After all the buzz surrounding Sonic Youth when they released their landmark album ‘Daydream Nation’ in 1988, it was no surprise that they were soon scooped up by a major label. They made two pretty good but not quite spectacular albums for DGC (the same Geffen Records subsidiary that signed Sonic Youth pals Nirvana around the same time): 1990’s ‘Goo’ and 1992’s ‘Dirty.’ They even scored a pair of Top 10 modern-rock hits – sorta shocking, considering the band’s rep for artsy, unstructured noise tamed by, of all things, distorted feedback.

But those hits, and the relative success of ‘Goo’ and ‘Dirty,’ came at the price of old fans calling them sellouts. And maybe people who like their songs swallowed by untethered bursts of random abrasive clatter would see it that way: The music on ‘Goo’ and ‘Dirty’ was tighter, more focused and to the point. So when Sonic Youth returned to the studio in late 1993 to work on their eighth album, they figured it was time to win back some of those old fans.

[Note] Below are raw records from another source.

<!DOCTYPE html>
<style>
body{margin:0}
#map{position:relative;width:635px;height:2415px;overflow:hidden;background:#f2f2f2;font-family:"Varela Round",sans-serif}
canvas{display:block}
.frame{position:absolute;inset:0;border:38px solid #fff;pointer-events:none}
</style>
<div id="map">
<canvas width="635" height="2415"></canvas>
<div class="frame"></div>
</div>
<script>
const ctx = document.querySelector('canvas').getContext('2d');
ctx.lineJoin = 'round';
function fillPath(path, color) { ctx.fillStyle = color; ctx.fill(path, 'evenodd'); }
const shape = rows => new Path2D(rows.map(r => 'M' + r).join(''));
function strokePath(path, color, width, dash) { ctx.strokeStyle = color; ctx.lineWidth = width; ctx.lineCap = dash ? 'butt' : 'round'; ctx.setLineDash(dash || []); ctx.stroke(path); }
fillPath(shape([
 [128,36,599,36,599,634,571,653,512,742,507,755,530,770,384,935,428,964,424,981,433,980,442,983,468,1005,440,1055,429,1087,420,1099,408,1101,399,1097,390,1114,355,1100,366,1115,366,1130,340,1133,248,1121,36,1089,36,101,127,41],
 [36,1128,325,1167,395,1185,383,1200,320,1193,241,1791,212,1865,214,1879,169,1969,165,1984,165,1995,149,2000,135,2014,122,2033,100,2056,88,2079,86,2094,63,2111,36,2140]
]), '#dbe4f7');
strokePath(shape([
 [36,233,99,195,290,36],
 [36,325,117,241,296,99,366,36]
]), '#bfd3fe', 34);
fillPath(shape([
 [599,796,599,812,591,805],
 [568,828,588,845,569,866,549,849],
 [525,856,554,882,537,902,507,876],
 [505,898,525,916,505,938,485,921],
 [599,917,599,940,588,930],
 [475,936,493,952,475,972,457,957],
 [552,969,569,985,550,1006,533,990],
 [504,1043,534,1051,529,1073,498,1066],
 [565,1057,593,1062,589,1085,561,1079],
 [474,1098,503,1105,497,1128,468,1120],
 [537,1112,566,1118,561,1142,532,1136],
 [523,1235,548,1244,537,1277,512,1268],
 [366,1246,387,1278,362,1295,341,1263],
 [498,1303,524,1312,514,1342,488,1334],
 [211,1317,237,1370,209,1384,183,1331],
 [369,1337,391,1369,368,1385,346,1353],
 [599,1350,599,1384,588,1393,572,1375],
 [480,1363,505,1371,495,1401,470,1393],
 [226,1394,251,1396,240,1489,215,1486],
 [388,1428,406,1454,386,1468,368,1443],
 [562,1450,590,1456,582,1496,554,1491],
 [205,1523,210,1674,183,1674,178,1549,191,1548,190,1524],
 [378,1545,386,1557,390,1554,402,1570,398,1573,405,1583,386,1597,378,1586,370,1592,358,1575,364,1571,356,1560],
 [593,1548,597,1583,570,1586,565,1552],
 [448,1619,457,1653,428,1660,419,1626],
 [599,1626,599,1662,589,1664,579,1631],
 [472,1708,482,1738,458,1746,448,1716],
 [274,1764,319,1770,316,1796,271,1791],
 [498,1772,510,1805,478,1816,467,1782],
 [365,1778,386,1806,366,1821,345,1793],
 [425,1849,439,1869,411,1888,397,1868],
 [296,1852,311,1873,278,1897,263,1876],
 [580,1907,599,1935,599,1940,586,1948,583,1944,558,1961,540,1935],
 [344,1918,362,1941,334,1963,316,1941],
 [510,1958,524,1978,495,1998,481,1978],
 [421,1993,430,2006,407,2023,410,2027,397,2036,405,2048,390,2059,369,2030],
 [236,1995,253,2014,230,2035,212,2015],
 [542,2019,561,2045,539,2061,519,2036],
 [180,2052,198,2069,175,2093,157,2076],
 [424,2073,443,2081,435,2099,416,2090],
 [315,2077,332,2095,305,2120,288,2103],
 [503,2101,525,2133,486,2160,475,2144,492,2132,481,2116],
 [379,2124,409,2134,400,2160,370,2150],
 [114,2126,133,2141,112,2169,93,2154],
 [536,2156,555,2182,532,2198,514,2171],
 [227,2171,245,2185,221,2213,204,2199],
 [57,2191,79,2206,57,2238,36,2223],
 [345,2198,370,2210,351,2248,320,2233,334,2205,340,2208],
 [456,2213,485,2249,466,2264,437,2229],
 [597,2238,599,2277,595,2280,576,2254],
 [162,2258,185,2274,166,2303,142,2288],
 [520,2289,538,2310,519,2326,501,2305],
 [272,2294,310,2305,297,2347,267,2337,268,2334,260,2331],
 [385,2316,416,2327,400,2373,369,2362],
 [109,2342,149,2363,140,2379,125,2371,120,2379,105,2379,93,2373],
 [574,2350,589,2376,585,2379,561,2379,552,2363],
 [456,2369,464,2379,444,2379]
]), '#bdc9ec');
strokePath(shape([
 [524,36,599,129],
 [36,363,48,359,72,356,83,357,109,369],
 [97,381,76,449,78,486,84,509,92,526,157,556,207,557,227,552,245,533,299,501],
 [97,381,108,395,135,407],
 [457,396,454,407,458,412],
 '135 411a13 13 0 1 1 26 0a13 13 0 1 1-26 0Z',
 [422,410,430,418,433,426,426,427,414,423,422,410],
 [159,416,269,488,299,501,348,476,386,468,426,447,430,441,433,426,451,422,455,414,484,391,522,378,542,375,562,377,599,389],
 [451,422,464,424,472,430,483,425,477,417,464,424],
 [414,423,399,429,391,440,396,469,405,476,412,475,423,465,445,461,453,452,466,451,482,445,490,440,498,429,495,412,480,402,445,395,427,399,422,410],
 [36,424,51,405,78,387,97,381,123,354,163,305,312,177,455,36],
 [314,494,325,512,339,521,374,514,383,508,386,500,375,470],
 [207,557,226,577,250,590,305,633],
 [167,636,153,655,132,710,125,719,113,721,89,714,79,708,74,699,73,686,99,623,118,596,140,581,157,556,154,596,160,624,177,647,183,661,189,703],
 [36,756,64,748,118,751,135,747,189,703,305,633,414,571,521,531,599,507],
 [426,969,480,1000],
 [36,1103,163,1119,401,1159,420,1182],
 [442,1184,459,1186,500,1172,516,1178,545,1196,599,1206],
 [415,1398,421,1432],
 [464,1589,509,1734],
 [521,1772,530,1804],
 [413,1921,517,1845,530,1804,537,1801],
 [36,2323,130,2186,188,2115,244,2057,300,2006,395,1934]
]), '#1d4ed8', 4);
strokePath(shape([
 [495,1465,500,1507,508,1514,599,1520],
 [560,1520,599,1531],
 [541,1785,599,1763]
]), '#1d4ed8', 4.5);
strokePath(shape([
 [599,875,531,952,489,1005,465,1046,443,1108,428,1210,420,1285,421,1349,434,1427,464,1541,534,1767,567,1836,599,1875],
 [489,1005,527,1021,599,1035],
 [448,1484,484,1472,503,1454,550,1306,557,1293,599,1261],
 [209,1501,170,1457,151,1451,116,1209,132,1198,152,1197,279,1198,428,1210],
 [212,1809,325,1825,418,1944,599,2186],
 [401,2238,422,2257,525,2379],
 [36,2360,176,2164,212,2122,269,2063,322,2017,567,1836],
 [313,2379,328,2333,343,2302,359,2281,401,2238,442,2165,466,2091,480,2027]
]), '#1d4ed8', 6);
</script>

‘Experimental Jet Set, Trash and No Star,’ which celebrates its 19th anniversary today, comes off like a compromise. Among the occasional radio-friendly tracks -- like the barely three-minute ‘Bull in the Heather,’ which made it to No. 13 on the modern-rock chart, and the opening ‘Winner’s Blues,’ a folk-tied acoustic song -- Sonic Youth scatter fractured noise collages and challenging chunks of no wave nostalgia. They even cap the album with the long, draining ‘Sweet Shine,’ a foggy throwback to ‘Daydream Nation’-style exploration.

The album was the band’s first to reach the Top 40, peaking at No. 34. They wouldn’t get this high again until 2009’s ‘The Eternal.’ But ‘Experimental Jet Set, Trash and No Star’ isn’t very good. In fact, it may be, besides the dismal ‘A Thousand Leaves’ from 1998, Sonic Youth’s worst album since they became college-radio big shots in the mid ‘80s. But it serves a purpose. They played the corporate game for two records; this one was for them. And for better or worse, it sounds like it.